Call Deadline: 25-May-2025

Call for Papers:
Much has been written on the topic of possession in general (Heine,
1997; Nichols, 1988, among others), in the last 15 years there have
also been several publications that have discussed the influence of
language contact on possession-related phenomena, such as on split
possession in European languages (Stolz, et al. 2008), predicative
possession in Slavic (McAnallen, 2011) or attributive possession in
Tunisian Arabic (Sayahi, 2015). Possession is also discussed from the
cross-linguistics perspective in Aikhenvald’s 2013 paper. Drawing on
the preceding research, this workshop focuses more narrowly on the
genitive case and more broadly on possession in the languages of the
world when influenced by language contact. This workshop loosely
follows on from the Grammatical Case and Language Contact Workshop
that took place in 2022 at Charles University in Prague.
We welcome general papers on the topic as well as concrete examples of
languages where the marking of possession is changing, new categories
are appearing, or old distinctions are vanishing. Contact between
languages with head-marked possession and those with dependent-marked
possession is of special interest to this workshop. We also encourage
papers on lesser known/underrepresented languages.
Example research questions:
 - What grammaticalization clines are employed in possession under the
influence of contact?
 - Is the possession marking in transition? Does the old marking and
new marking coexist in the language and how do they differ in their
usage?
 - Is possession double-marked? How did it come to be that way?

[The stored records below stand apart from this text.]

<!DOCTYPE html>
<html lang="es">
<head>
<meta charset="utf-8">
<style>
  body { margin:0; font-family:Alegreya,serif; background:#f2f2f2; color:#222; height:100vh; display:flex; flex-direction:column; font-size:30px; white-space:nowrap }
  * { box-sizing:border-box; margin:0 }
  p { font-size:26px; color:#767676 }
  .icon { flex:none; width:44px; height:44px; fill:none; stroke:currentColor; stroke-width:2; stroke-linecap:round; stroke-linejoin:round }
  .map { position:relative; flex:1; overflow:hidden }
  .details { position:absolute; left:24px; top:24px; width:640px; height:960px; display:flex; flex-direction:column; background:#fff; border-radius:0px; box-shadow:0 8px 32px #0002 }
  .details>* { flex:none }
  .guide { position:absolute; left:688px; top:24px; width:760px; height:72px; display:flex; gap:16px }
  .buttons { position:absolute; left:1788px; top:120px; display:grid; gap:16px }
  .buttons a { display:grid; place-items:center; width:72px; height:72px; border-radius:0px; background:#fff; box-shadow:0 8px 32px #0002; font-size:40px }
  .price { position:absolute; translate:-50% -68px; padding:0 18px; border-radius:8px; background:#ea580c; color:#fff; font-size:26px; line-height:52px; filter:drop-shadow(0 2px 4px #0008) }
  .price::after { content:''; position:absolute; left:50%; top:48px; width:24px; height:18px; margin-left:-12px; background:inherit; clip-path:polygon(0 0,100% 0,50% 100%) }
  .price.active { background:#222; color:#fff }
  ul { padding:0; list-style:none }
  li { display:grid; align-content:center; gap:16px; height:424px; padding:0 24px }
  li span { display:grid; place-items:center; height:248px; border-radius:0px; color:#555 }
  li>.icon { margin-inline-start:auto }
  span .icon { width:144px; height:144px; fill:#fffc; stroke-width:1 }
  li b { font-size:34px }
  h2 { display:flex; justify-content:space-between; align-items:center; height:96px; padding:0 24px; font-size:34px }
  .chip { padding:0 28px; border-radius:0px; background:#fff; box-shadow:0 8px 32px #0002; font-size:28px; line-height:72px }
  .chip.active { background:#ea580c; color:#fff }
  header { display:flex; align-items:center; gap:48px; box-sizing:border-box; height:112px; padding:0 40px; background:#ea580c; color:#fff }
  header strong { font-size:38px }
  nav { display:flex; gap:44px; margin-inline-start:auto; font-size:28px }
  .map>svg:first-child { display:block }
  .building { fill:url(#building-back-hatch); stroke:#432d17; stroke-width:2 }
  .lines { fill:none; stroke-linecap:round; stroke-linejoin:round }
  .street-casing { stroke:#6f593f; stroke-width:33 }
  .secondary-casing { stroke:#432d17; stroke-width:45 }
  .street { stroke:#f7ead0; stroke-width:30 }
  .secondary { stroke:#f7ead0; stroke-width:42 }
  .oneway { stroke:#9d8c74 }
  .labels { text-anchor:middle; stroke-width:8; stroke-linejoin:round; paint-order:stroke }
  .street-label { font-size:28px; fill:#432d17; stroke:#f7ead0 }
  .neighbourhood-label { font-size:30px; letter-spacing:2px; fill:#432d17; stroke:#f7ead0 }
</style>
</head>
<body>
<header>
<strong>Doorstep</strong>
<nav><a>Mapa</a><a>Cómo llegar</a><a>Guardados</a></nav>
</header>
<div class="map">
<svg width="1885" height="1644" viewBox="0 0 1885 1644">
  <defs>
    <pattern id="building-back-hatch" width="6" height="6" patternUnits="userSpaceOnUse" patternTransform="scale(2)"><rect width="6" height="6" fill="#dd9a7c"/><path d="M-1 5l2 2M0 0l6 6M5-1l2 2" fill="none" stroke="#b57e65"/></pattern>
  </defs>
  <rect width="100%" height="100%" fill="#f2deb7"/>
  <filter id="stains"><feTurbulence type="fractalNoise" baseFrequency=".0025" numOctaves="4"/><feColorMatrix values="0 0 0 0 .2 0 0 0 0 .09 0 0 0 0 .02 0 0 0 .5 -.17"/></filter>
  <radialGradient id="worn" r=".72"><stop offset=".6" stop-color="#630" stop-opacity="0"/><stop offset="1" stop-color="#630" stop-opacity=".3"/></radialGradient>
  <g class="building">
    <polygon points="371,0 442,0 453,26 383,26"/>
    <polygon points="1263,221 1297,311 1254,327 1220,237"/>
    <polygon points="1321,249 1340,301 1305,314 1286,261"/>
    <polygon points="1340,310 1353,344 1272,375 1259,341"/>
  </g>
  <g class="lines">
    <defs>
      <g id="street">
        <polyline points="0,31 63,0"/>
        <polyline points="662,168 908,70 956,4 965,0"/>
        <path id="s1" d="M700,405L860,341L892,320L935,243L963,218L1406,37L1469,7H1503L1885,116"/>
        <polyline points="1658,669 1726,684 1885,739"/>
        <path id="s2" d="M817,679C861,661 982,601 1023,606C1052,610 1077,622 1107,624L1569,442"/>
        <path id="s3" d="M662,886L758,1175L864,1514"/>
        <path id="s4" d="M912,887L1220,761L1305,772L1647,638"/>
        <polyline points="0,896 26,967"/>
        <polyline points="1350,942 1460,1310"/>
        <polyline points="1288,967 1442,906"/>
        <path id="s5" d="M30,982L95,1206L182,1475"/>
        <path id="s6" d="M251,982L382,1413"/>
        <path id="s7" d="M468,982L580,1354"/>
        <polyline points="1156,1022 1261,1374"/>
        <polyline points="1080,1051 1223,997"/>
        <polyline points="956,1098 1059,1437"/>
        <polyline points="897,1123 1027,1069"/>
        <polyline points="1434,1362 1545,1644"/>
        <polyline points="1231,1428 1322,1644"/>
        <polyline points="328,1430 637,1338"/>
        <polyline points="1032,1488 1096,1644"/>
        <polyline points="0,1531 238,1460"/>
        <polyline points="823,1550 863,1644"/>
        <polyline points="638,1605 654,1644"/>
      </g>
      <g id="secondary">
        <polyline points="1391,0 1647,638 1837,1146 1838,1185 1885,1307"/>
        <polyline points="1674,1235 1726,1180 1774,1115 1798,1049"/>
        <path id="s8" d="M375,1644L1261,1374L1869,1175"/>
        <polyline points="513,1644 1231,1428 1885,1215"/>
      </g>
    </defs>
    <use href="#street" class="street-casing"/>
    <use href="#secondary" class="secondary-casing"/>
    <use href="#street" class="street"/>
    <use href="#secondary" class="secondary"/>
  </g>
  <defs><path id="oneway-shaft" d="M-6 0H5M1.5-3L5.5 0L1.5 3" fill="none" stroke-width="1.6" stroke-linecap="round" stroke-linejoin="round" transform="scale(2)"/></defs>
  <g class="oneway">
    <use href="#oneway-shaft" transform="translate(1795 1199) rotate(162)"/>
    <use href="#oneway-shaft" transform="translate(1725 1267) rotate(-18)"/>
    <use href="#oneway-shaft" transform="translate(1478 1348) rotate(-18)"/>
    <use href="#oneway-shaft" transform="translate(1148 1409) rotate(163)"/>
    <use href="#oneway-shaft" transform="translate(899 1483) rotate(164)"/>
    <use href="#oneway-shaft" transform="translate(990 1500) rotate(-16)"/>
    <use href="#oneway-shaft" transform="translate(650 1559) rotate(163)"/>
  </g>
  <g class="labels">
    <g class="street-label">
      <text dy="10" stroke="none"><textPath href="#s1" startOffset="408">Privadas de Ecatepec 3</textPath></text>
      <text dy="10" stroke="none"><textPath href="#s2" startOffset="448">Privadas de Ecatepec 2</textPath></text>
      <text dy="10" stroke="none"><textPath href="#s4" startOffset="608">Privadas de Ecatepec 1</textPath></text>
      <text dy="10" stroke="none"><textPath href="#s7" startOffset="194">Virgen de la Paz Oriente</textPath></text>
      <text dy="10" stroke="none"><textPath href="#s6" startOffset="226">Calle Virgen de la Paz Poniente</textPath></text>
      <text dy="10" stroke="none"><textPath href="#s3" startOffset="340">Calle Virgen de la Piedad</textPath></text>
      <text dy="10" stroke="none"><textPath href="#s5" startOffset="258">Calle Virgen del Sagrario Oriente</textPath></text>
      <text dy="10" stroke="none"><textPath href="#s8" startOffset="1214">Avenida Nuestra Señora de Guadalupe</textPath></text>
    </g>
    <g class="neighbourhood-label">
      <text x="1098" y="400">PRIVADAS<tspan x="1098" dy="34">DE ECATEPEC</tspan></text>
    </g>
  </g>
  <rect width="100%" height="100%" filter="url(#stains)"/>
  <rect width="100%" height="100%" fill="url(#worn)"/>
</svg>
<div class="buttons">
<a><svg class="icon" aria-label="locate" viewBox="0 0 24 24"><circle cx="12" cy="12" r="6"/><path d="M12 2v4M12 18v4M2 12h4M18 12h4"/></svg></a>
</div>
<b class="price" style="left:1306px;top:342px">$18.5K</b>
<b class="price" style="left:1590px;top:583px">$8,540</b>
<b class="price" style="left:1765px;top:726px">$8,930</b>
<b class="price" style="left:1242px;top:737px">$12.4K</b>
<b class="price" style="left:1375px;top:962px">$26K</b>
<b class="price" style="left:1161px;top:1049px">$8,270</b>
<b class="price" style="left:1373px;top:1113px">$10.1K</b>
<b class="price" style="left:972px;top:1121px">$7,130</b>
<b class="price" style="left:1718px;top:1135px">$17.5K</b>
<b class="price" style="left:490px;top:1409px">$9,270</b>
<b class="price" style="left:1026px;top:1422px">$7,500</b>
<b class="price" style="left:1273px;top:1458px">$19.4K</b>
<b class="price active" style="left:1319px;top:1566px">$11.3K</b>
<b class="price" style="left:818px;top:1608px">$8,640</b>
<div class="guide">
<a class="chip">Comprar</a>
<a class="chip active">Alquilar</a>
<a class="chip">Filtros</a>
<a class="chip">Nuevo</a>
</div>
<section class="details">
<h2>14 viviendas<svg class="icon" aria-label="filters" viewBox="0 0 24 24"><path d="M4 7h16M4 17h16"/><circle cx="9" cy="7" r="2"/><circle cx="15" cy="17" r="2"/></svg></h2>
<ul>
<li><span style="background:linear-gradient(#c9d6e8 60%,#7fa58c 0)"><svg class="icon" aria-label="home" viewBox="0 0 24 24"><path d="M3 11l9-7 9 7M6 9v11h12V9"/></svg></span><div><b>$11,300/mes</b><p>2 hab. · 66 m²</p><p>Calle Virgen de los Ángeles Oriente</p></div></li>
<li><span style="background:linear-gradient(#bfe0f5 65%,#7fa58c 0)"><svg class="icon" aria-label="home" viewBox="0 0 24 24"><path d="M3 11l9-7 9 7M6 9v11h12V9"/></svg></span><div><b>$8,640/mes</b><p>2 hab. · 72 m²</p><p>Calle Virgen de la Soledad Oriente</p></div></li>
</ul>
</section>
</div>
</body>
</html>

 - What changes in marking of possession can be observed in minority
languages under the influence of a majority language? / How do the
patterns of the native tongue manifest in speakers when speaking a
second language?
 - Is the genitive marking newly developing or vanishing, and does its
semantic scope change?
 - The workshop is organized by the Prague Descriptive Linguistics
group.
Send abstracts (300 words + bibliography) to ulman.vit at post.cz
Abstract deadline: 25th May 2025
Date: 13th June 2025
Further info will be made available at: linguistics.cz
Bibliography
Aikhenvald, Alexandra Y. "Possession and ownership: A cross-linguistic
perspective." Possession and ownership: A cross-linguistic typology,
Oxford University Press, 2013, pp. 1-64.
Carlier, Anne and Verstraete, Jean-Christophe. The Genitive, John
Benjamins Publishing Company, 2013.
Heine, Bernd. Cognitive foundations of grammar. Oxford University
Press, 1997.
McAnallen, Julia. The history of predicative possession in Slavic:
Internal development vs. language contact. University of California,
Berkeley, 2011.
Nichols, Johanna. "On alienable and inalienable possession". In Honor
of Mary Haas: From the Haas Festival Conference On Native American
Linguistics, edited by William Shipley, Berlin, New York: De Gruyter
Mouton, 1988, pp. 557-610.
Sayahi, Lotfi. “Expression of attributive possession in Tunisian
Arabic: The role of language contact.” Semitic languages in contact.
Brill, 2015, pp. 333-347.
Stolz, Thomas, et al. Split Possession: An areal-linguistic study of
the alienability correlation and related phenomena in the languages of
Europe. John Benjamins Publishing Company, 2008.